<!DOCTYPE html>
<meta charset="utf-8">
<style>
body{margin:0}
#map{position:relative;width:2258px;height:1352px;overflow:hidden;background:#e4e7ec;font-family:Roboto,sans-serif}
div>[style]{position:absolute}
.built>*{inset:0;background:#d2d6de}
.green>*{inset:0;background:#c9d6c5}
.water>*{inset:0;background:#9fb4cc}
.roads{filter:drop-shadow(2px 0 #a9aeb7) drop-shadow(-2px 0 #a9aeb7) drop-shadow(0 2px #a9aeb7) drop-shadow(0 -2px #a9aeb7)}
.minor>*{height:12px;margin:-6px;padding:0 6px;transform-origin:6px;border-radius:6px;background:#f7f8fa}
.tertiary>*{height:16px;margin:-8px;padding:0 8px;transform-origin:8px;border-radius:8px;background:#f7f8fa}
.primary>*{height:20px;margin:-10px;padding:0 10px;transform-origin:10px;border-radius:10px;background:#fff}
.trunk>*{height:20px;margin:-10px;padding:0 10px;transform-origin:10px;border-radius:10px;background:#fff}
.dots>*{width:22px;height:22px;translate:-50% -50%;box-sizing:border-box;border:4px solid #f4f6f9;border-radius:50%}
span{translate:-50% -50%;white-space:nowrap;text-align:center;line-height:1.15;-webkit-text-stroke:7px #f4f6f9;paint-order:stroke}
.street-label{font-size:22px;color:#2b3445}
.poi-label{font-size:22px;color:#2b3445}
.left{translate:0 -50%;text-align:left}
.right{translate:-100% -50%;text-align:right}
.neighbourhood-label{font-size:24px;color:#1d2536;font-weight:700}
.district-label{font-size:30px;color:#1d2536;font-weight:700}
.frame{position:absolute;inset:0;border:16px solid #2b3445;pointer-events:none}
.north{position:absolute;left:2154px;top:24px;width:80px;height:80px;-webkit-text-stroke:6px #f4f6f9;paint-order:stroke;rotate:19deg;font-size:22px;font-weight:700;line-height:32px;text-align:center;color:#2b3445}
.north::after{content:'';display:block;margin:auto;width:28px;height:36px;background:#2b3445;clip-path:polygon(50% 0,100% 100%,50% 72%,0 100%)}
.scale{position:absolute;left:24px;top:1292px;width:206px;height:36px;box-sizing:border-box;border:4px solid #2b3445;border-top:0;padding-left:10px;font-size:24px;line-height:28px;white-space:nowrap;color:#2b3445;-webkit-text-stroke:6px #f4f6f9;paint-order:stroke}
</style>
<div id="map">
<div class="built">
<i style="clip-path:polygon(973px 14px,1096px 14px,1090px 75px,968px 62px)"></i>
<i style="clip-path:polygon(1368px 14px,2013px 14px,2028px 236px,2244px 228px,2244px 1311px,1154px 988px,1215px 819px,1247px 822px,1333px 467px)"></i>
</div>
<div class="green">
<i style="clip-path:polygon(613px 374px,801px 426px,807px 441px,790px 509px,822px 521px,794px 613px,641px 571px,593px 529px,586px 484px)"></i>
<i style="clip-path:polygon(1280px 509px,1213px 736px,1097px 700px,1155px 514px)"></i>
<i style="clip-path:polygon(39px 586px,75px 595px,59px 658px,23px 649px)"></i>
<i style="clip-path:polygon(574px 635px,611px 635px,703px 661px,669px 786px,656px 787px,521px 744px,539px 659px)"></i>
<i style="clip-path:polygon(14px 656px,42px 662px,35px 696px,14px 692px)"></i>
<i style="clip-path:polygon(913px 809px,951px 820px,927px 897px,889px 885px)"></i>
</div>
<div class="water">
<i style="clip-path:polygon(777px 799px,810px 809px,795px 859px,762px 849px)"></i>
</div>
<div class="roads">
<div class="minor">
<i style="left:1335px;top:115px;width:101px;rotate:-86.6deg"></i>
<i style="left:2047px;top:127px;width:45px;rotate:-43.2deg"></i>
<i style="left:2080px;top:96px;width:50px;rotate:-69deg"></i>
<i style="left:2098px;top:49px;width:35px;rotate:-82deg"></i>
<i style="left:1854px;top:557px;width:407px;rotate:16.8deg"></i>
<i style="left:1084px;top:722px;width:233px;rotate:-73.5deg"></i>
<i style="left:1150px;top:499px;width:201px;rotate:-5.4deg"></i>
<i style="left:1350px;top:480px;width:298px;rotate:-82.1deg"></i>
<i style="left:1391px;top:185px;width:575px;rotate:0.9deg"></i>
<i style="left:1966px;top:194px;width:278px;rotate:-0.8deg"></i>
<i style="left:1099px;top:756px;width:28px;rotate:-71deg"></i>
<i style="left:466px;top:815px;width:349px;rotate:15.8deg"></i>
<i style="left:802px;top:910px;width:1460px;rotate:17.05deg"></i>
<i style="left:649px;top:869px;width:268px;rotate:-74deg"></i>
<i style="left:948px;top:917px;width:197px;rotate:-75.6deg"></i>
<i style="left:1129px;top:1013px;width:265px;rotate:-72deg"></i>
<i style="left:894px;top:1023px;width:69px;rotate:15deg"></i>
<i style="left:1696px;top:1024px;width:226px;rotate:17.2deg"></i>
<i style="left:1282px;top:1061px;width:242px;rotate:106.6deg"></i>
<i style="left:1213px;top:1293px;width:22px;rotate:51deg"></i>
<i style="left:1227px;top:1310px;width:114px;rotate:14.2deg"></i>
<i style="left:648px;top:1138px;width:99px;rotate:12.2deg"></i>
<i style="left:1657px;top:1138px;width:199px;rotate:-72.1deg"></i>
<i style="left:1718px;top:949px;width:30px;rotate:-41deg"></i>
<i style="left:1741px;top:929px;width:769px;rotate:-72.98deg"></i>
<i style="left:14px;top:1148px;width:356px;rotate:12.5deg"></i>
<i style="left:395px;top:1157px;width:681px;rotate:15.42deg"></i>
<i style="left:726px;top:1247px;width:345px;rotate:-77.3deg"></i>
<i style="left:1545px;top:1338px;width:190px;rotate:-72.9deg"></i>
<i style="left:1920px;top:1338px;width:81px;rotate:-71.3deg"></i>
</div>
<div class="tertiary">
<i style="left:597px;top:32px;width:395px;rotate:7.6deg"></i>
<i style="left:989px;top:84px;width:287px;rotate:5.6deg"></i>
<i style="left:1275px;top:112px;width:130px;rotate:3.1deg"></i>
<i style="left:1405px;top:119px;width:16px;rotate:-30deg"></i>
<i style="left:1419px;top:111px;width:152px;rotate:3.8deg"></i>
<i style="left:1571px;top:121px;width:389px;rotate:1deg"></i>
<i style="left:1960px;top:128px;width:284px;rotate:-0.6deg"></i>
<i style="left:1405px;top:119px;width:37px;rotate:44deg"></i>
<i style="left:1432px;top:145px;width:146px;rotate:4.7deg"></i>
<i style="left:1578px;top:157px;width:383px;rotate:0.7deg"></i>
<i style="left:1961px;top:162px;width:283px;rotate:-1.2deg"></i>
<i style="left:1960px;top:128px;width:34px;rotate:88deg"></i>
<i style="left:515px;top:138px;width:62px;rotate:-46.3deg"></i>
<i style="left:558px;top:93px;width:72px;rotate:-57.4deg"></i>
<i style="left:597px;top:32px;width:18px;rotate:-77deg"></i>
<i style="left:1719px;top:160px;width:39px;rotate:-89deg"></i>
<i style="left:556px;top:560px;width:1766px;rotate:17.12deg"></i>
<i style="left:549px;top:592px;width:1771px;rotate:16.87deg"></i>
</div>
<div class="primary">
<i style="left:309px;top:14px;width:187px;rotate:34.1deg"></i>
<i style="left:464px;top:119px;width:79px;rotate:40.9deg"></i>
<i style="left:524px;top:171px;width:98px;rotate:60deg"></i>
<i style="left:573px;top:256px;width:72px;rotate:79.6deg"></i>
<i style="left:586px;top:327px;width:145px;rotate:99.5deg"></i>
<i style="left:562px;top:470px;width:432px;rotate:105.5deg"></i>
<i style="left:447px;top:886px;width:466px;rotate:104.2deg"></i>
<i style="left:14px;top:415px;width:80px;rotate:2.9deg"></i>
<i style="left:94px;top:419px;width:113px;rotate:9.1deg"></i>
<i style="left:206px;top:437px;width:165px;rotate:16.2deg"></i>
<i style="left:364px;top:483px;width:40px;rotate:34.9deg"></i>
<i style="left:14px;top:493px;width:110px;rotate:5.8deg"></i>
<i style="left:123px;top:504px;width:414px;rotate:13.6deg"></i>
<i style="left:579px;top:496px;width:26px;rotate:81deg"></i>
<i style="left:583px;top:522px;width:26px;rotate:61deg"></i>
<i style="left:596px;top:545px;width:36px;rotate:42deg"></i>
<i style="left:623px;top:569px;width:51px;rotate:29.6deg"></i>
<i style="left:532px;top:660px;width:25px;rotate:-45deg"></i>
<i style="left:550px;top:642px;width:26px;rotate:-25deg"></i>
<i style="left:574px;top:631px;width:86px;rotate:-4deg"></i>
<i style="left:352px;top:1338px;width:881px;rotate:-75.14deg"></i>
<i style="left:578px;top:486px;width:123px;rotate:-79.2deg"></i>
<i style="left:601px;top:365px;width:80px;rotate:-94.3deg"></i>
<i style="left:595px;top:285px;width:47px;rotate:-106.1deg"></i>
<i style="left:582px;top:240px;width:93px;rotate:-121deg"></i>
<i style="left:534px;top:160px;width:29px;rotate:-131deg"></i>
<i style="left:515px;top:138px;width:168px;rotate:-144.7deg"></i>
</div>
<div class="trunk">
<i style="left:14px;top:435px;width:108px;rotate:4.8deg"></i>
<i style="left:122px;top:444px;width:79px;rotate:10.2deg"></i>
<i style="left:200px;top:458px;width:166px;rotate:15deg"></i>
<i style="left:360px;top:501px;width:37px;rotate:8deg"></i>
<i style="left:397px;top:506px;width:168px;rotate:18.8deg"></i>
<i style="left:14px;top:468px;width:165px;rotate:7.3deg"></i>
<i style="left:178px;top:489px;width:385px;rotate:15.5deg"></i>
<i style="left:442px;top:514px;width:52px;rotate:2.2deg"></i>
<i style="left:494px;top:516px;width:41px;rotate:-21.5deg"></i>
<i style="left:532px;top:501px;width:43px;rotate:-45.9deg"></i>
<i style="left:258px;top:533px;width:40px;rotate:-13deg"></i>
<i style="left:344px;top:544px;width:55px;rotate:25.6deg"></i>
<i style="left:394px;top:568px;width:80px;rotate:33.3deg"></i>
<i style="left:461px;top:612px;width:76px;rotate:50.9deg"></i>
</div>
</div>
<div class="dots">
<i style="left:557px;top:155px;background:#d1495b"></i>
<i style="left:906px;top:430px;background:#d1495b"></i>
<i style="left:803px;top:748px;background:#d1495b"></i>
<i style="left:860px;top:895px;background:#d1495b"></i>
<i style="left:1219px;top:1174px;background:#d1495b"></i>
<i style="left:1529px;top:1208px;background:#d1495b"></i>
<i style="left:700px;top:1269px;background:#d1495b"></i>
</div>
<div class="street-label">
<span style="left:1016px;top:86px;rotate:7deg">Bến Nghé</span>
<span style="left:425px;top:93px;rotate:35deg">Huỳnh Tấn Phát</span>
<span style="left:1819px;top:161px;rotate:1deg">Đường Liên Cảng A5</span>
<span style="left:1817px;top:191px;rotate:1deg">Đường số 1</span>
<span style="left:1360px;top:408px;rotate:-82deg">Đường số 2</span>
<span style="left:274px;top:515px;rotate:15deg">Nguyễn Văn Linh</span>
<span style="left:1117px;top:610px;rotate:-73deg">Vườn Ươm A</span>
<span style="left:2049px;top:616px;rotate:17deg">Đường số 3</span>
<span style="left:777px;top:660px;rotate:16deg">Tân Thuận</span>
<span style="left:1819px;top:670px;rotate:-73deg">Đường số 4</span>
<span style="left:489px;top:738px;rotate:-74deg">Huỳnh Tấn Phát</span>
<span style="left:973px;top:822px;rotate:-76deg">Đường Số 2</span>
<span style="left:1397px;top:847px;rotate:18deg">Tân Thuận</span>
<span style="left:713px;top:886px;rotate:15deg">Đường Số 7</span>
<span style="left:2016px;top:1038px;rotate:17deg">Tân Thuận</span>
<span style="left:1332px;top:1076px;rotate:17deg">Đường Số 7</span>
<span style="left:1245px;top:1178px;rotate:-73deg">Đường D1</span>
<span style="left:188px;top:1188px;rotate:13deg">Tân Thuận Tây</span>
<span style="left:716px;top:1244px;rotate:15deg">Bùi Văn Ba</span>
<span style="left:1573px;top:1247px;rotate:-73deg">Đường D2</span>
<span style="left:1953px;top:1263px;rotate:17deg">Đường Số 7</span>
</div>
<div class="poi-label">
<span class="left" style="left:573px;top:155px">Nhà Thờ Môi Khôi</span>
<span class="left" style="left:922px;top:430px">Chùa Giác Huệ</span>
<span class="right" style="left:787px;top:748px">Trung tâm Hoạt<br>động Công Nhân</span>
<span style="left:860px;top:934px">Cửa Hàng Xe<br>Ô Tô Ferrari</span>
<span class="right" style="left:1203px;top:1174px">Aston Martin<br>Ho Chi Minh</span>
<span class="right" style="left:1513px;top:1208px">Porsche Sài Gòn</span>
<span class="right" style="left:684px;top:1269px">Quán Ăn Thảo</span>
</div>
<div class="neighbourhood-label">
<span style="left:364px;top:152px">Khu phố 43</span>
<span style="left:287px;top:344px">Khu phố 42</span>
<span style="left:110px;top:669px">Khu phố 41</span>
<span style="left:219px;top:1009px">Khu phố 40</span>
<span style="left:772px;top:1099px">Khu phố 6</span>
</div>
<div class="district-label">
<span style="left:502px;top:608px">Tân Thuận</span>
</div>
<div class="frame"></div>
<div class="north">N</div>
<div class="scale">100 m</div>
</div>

PROBLEM DESCRIPTION => State the number of lines holding the word "roads" in the listing. Add nothing else.

EXERCISE SOLUTION => 2